Do you think you might want to get a divorce? Do you feel like your marriage is hopeless, and you’ve just had enough? You are not alone; problems in marriage often seem to have a snowball effect, and can quickly build resentment and anger. Whether it is having an affair, lying about money, anger or depression in the marriage, it is never an easy decision to divorce, and should never be made haphazardly. Here are 7 things to know when thinking about getting a divorce:
1. Most couples wait years too long to seek marriage counseling. This is a shame because we know counseling can help, even when only one partner receives it. Changes one partner makes have a more impactful effect on the marriage than most people realize. Get help early, and if your partner won’t go with you, then go alone.
2. Consult a lawyer BEFORE you do anything. It is critical to seek legal advice in order to consider what actions you need to take in order to ensure the best possible outcome. If you wait, and you’ve already messed up, it’s impossible to go back and do it over.
3. Realize that your financial situation will likely change. Don’t wait until you are in a desperate situation to do something about it. Be proactive in talking with a lawyer about how to protect yourself, and what you need to do to move forward. Do this BEFORE you decide to get a divorce.
4. If there is domestic violence, substance abuse, or any kind of physical or emotional abuse towards you or your children, take the children and get to a safe place immediately. Contact the authorities and get legal help right away.
5. Consider whether there is any hope, even an ounce that things can get better. Don’t decide to get a divorce until you have exhausted all other possibilities and there is no hope remaining. If there was infidelity or lying, ask yourself if there’s any chance of forgiveness and moving forward, or if you simply cannot stay in the marriage. Know what you will and will not tolerate.

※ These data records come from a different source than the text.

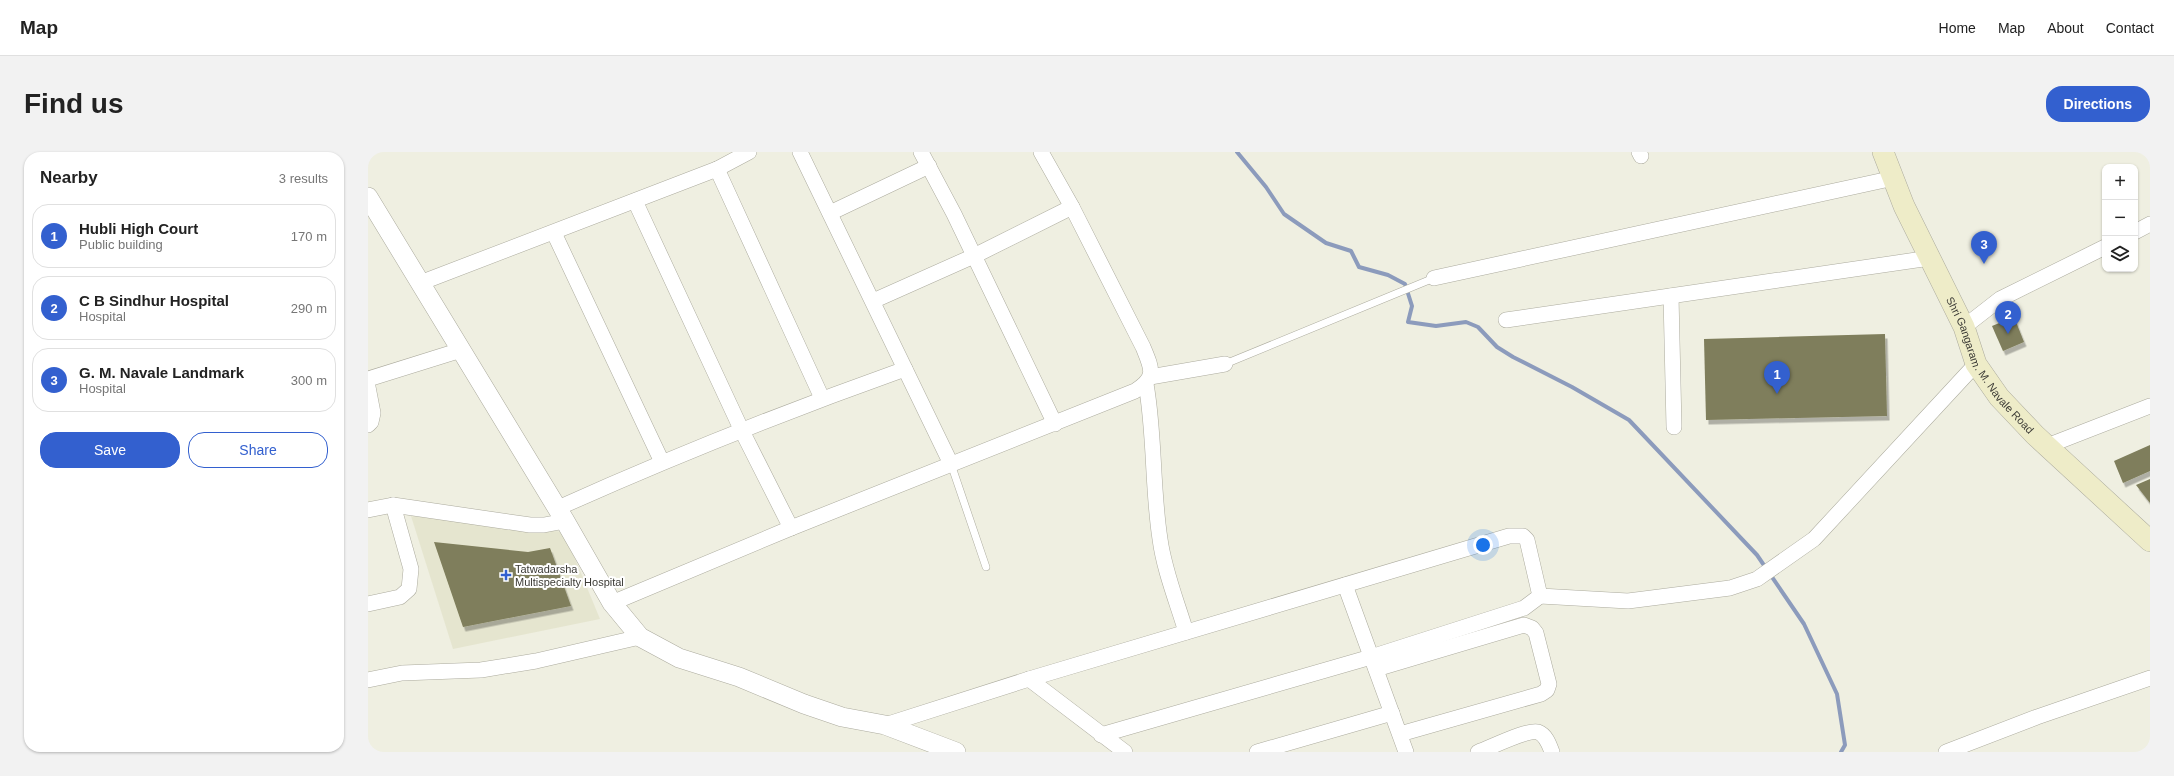 <!DOCTYPE html>
<html lang="en">
<head>
<meta charset="utf-8">
<style>
	:root { --surface:#fff; --page:#f2f2f2; --text:#222; --muted:#767676; --line:#e0e0e0; --accent:#3360cf }
	body { margin:0; font-family:Arial,sans-serif; background:var(--page); color:var(--text) }
	.controls { position:absolute; right:12px; top:12px; display:grid; overflow:hidden; border-radius:8px; box-shadow:0 1px 3px #0004 }
	.controls button { width:36px; height:36px; display:grid; place-items:center; padding:0; border:0; border-bottom:1px solid var(--line); background:var(--surface); color:var(--text); font:20px sans-serif }
	.you { position:absolute; left:1115px; top:393px; width:14px; height:14px; margin:-10px; border:3px solid #fff; border-radius:50%; background:#1a73e8; box-shadow:0 0 0 6px #1a73e833 }
	.badge { display:grid; place-items:center; width:26px; height:26px; border-radius:50%; background:var(--accent); color:#fff; font-size:13px; font-weight:700 }
	.pin { position:absolute; translate:-50% -33px; filter:drop-shadow(0 1px 2px #0008) }
	.pin::after { content:''; position:absolute; top:21px; width:14px; height:12px; background:inherit; clip-path:polygon(0 0,100% 0,50% 100%) }
	.list { margin:0; padding:0; list-style:none }
	h2 { display:flex; justify-content:space-between; align-items:center; height:52px; margin:0; padding:0 16px; font-size:17px }
	h2 small { font-size:13px; font-weight:400; color:var(--muted) }
	.list li { display:grid; grid-template-columns:26px 1fr auto; gap:12px; align-items:center; box-sizing:border-box; height:64px; margin:0 8px 8px; padding:0 8px; border:1px solid var(--line); border-radius:16px }
	.list b { display:block; font-size:15px; white-space:nowrap }
	.list p { margin:0; font-size:13px; white-space:nowrap; color:var(--muted) }
	.list em { font-size:13px; font-style:normal; color:var(--muted) }
	.actions { display:flex; gap:8px; padding:12px 16px }
	.actions a { flex:1; padding:9px 0; border:1px solid var(--accent); border-radius:16px; text-align:center; font-size:14px; color:var(--accent) }
	.actions .main { background:var(--accent); color:#fff }
	.icon { flex:none; width:22px; height:22px; fill:none; stroke:currentColor; stroke-width:2; stroke-linecap:round; stroke-linejoin:round }
	.map { position:relative; flex:none; width:1782px; height:600px; overflow:hidden; border-radius:16px }
	header { display:flex; align-items:center; gap:24px; box-sizing:border-box; height:56px; padding:0 20px; background:var(--surface); border-bottom:1px solid var(--line) }
	header strong { font-size:19px }
	nav { display:flex; gap:22px; margin-inline-start:auto; font-size:14px }
	.intro { display:flex; align-items:center; justify-content:space-between; box-sizing:border-box; height:96px; padding:0 24px }
	h1 { margin:0; font-size:28px }
	.button { padding:10px 18px; border-radius:16px; background:var(--accent); color:#fff; font-size:14px; font-weight:700 }
	main { display:flex; gap:24px; padding:0 24px }
	aside { flex:1; background:var(--surface); border-radius:16px; box-shadow:0 1px 3px #0004 }
	.map>svg:first-child { display:block }
	.built { fill:#e5e5cf }
	.lines { fill:none; stroke-linecap:round; stroke-linejoin:round }
	.stream { stroke:#8c9bbc; stroke-width:4 }
	.building { fill:#7f7e5b; filter:url(#shadow) }
	.service-casing { stroke:#acab9e; stroke-width:8 }
	.minor-casing { stroke:#acab9e; stroke-width:16 }
	.tertiary-casing { stroke:#acab9e; stroke-width:20 }
	.secondary-casing { stroke:#acab9e; stroke-width:22 }
	.service { stroke:#fff; stroke-width:7 }
	.minor { stroke:#fff; stroke-width:15 }
	.tertiary { stroke:#fff; stroke-width:19 }
	.secondary { stroke:#eeecc8; stroke-width:21 }
	.poi-dot { fill:#3360cf; stroke:#fff; stroke-width:1.5 }
	.labels { text-anchor:middle; stroke-width:4; stroke-linejoin:round; paint-order:stroke }
	.street-label { font-size:11px; fill:#3c3b36; stroke:#fff }
	.poi-label { font-size:11px; fill:#3c3b36; stroke:#fff; text-anchor:start }
</style>
</head>
<body>
<header>
<strong>Map</strong>
<nav><a>Home</a><a>Map</a><a>About</a><a>Contact</a></nav>
</header>
<div class="intro"><h1>Find us</h1><a class="button">Directions</a></div>
<main>
<aside>
<h2>Nearby<small>3 results</small></h2>
<ul class="list">
<li><span class="badge">1</span><div><b>Hubli High Court</b><p>Public building</p></div><em>170 m</em></li>
<li><span class="badge">2</span><div><b>C B Sindhur Hospital</b><p>Hospital</p></div><em>290 m</em></li>
<li><span class="badge">3</span><div><b>G. M. Navale Landmark</b><p>Hospital</p></div><em>300 m</em></li>
</ul>
<div class="actions"><a class="main">Save</a><a>Share</a></div>
</aside>
<div class="map">
<svg width="1782" height="600" viewBox="0 0 1782 600">
	<defs>
		<filter id="shadow"><feDropShadow dx="2.5" dy="4.5" stdDeviation="0" flood-color="#0004"/></filter>
	</defs>
	<rect width="100%" height="100%" fill="#efefe1"/>
	<!-- built -->
	<path class="built" d="M43 364 196 380 232 467 85 497Z"/>
	<g class="lines">
		<!-- stream -->
		<path class="stream" d="M869 0 898 35 916 62 958 91 983 99 991 115 1020 123 1037 132 1044 154 1040 170 1068 174 1098 170 1110 175 1129 195 1145 205 1204 235 1261 268 1389 403 1436 472 1469 542 1477 593 1473 600"/>
	</g>
	<!-- building -->
	<g class="building">
		<path d="M1646 165 1656 190 1635 199 1624 174Z"/>
		<path d="M1517 182 1519 264 1338 268 1336 187Z"/>
		<path d="M1782 293V319L1755 331 1746 309Z"/>
		<path d="M1782 327V351L1768 333Z"/>
		<path d="M66 390 160 400 182 396 203 454 95 475Z"/>
	</g>
	<g class="lines">
		<!-- service casing -->
		<g class="service-casing">
			<g id="service">
				<path d="M857 212 1066 126"/>
				<path d="M583 312 618 415"/>
			</g>
		</g>
		<!-- minor casing -->
		<g class="minor-casing">
			<g id="minor">
				<path d="M432 0 583 312"/>
				<path d="M553 0 586 62 687 272"/>
				<path d="M1271 0 1273 4"/>
				<path d="M349 17 454 246"/>
				<path d="M267 49 374 279 423 376"/>
				<path d="M462 61 561 14"/>
				<path d="M1767 80 1782 72"/>
				<path d="M186 81 294 310"/>
				<path d="M1066 126 1526 26"/>
				<path d="M52 131 349 17 381 0"/>
				<path d="M1303 144 1306 275"/>
				<path d="M505 149 606 104 704 55"/>
				<path d="M1138 168 1562 106"/>
				<path d="M1596 175 1632 147 1737 95"/>
				<path d="M782 225 857 212"/>
				<path d="M0 227 93 198"/>
				<path d="M778 232C787 283 784 335 792 387 796 418 809 450 818 480"/>
				<path d="M0 235 5 261 3 270 0 273"/>
				<path d="M1679 294 1782 254"/>
				<path d="M190 356C304 305 419 259 537 217"/>
				<path d="M0 358 25 353 162 373H176L197 369"/>
				<path d="M977 433 1038 600"/>
				<path d="M1172 444 1260 449 1362 436 1389 427 1446 387 1608 212"/>
				<path d="M244 451 423 376 767 239C789 225 784 217 775 195L704 55 673 0"/>
				<path d="M0 452 32 445 41 437 43 417 25 353"/>
				<path d="M1008 517 1156 473 1164 476 1168 481 1181 532 1179 538 1173 542 1032 582"/>
				<path d="M661 527 757 600"/>
				<path d="M0 528 34 521 113 518 168 509 272 485"/>
				<path d="M517 573 661 527 1141 384H1155L1159 388 1172 444 1156 456 1003 505 733 583"/>
				<path d="M889 600 1024 561"/>
				<path d="M1110 600C1122 596 1159 577 1170 580 1178 583 1181 592 1184 600"/>
				<path d="M1578 600 1669 565 1782 526"/>
			</g>
		</g>
		<!-- tertiary casing -->
		<g class="tertiary-casing">
			<path id="tertiary" d="M0 45 197 369 244 451 272 485 311 506 371 525 436 552 474 565 517 573 588 600"/>
		</g>
		<!-- secondary casing -->
		<g class="secondary-casing">
			<g id="secondary">
				<path id="s1" d="M1515 0 1536 54 1596 175 1608 212 1631 245 1667 283 1782 389"/>
			</g>
		</g>
		<!-- service -->
		<use href="#service" class="service"/>
		<!-- minor -->
		<use href="#minor" class="minor"/>
		<!-- tertiary -->
		<use href="#tertiary" class="tertiary"/>
		<!-- secondary -->
		<use href="#secondary" class="secondary"/>
	</g>
	<!-- markers -->
	<path class="poi-dot" d="M136 417h4v4h4v4h-4v4h-4v-4h-4v-4h4z"/>
	<g class="labels">
		<!-- street labels -->
		<g class="street-label">
			<text dy="4" stroke="none"><textPath href="#s1" startOffset="240">Shri Gangaram. M. Navale Road</textPath></text>
		</g>
		<!-- poi labels -->
		<g class="poi-label">
			<text x="147" y="421">Tatwadarsha<tspan x="147" dy="13">Multispecialty Hospital</tspan></text>
		</g>
	</g>
</svg>
<div class="controls">
<button>+</button>
<button>−</button>
<button><svg class="icon" aria-label="layers" viewBox="0 0 24 24"><path d="M12 4l9 5-9 5-9-5zM3 14l9 5 9-5"/></svg></button>
</div>
<div class="you"></div>
<div class="pin badge" style="left:1409px;top:242px">1</div>
<div class="pin badge" style="left:1640px;top:182px">2</div>
<div class="pin badge" style="left:1616px;top:112px">3</div>
</div>
</main>
</body>
</html>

6. Realize that divorce will not solve all of your problems. If you are depressed, you will likely still be depressed after a divorce. If you are angry, you will likely get angrier. Why? Because you will still have to deal with this very person that you are having difficulty communicating and getting along with. Everything you hate about him will be exacerbated during the divorce.
7. Consider the effects of divorce on children. Even in the best cases, where parents get along and work together to co-parent, there is still an impact. Children’s lives are forever changed, shuttling back and forth between two households, doubting the institution of marriage itself, and often feeling confused and guilty about forming alliances with each parent. If you have children, you will likely be sharing custody and will be required to frequently communicate and collaborate with the other person, the one you have chosen to divorce so you don’t have to deal with anymore.
If you are thinking about getting a divorce, realize that sometimes it really is the best or the only option. Know that you are not alone, that while it may be tough, life will go on, and with a bit of effort from both parents, the kids will be okay. Be informed and get support deciding, “should I get a divorce?”